**RECORDED INFORMATION**
BEGIN

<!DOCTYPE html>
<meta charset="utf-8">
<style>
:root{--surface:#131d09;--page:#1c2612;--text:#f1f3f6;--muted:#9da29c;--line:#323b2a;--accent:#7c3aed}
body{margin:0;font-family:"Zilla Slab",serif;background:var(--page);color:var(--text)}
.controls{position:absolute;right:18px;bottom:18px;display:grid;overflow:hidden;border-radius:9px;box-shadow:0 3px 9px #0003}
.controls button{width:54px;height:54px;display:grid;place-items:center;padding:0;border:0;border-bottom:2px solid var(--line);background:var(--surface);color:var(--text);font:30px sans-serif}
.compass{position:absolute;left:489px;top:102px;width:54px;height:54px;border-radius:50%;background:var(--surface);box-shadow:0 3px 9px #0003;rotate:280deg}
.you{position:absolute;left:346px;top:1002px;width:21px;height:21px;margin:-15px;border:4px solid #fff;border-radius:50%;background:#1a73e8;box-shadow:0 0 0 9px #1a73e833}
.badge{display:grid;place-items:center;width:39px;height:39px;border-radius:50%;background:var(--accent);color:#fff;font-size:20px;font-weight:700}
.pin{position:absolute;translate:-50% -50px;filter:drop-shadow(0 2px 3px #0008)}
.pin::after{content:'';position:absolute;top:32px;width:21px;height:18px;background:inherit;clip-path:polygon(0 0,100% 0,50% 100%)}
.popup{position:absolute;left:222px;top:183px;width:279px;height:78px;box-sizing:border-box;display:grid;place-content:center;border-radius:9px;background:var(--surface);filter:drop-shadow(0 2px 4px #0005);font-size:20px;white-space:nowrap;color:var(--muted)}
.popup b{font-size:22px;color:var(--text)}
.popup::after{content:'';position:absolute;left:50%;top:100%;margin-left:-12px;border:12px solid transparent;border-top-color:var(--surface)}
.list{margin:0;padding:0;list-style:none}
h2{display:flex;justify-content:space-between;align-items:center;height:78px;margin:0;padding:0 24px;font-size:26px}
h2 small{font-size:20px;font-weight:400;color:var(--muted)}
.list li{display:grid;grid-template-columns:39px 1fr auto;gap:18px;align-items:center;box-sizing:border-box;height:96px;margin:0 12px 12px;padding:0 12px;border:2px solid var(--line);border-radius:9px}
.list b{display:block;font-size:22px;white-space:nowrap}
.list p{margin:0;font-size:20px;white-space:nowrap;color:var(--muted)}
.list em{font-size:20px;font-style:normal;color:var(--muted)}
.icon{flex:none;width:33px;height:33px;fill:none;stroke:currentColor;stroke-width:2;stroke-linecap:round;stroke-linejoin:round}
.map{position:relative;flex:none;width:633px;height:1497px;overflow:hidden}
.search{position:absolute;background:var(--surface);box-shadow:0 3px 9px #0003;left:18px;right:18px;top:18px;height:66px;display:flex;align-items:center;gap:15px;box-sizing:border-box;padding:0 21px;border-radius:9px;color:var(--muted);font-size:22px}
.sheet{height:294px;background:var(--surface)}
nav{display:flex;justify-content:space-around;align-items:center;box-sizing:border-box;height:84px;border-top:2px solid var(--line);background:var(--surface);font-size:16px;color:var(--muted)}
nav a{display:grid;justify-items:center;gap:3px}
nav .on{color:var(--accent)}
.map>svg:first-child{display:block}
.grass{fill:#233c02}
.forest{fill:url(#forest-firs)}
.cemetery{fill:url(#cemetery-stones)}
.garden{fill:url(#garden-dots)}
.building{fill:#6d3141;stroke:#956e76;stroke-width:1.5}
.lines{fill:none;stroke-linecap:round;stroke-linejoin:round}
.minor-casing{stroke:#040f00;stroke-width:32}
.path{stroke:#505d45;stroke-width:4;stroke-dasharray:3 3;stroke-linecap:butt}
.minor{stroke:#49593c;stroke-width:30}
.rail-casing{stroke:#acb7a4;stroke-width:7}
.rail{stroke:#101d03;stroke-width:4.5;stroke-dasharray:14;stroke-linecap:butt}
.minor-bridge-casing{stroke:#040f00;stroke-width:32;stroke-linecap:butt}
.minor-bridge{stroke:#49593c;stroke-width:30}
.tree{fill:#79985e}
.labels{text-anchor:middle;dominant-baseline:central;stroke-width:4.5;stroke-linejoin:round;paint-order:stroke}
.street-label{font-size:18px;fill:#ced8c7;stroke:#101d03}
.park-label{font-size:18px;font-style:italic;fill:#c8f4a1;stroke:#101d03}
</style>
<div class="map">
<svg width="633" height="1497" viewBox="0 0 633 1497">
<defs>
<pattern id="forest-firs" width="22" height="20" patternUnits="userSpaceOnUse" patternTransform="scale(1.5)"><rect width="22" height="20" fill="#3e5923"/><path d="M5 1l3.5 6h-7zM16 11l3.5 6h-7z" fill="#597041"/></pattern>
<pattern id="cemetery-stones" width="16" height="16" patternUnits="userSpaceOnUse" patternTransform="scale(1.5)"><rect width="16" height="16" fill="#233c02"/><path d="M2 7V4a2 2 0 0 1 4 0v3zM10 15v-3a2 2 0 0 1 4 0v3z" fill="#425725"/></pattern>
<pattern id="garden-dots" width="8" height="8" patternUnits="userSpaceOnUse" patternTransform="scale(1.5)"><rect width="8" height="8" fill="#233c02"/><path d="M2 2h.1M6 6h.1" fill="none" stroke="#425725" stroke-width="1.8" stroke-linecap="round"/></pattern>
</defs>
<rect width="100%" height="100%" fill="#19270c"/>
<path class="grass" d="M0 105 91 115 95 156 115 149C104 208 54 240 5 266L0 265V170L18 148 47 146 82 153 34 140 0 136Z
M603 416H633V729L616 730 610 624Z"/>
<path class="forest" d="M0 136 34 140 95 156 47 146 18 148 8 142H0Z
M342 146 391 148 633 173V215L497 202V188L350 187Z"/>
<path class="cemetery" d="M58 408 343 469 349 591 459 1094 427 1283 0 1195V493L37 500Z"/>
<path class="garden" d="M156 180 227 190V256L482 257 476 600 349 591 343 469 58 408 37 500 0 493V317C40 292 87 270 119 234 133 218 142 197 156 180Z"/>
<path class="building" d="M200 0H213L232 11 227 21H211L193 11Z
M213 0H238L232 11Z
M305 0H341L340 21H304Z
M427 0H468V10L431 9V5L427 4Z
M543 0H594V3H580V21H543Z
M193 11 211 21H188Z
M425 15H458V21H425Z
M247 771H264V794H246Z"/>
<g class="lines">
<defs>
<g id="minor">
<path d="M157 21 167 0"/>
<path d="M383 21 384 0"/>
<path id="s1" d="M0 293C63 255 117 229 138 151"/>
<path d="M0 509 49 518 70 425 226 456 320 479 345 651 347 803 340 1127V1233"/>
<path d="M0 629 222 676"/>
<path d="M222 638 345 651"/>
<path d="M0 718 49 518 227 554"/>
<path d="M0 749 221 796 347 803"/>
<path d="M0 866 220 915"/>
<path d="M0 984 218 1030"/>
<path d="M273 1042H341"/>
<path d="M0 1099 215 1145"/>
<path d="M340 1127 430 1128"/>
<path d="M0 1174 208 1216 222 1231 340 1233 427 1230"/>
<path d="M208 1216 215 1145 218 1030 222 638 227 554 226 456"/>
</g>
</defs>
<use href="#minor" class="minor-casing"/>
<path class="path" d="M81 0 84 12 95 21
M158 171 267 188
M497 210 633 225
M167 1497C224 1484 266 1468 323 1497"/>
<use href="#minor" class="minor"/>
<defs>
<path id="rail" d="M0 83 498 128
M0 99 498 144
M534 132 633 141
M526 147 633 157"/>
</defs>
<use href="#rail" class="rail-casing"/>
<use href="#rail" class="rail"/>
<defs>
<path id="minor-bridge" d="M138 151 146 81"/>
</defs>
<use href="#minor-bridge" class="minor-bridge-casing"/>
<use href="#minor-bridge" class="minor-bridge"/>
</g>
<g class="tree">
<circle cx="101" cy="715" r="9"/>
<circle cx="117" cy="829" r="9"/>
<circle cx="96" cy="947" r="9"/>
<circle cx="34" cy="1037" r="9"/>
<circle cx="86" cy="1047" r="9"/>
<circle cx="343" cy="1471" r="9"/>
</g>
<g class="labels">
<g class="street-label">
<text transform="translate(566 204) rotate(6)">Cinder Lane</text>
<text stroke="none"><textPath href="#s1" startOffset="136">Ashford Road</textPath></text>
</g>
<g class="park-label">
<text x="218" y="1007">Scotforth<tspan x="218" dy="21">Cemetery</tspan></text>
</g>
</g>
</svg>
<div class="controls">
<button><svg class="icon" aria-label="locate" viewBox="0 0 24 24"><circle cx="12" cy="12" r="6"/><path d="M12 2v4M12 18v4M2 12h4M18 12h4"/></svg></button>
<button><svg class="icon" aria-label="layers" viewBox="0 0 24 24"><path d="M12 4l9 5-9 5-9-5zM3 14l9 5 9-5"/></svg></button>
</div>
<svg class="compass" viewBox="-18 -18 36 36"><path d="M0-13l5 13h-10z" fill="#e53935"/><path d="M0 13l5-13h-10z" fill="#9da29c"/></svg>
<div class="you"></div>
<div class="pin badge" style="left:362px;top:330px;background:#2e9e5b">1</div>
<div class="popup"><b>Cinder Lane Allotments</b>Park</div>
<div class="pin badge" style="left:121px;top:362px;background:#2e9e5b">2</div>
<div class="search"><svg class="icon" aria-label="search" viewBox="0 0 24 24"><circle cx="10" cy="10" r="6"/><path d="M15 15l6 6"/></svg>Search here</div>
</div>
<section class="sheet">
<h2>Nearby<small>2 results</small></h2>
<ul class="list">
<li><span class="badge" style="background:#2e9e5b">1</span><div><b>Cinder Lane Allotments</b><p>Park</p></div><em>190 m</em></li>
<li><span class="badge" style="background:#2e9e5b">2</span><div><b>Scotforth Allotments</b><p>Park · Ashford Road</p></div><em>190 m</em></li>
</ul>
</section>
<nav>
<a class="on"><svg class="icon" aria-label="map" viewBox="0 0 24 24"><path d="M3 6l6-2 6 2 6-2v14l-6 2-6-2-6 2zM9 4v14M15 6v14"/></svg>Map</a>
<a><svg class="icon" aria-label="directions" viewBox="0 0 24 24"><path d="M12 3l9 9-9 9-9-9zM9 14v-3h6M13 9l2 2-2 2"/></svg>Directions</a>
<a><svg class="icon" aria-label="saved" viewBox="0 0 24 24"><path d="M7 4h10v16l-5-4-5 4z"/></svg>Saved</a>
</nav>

END

**ASSIGNMENT**
If a line of the material contains the word "sheet", pick it out and copy it.

**ANSWER**
.sheet{height:294px;background:var(--surface)}
<section class="sheet">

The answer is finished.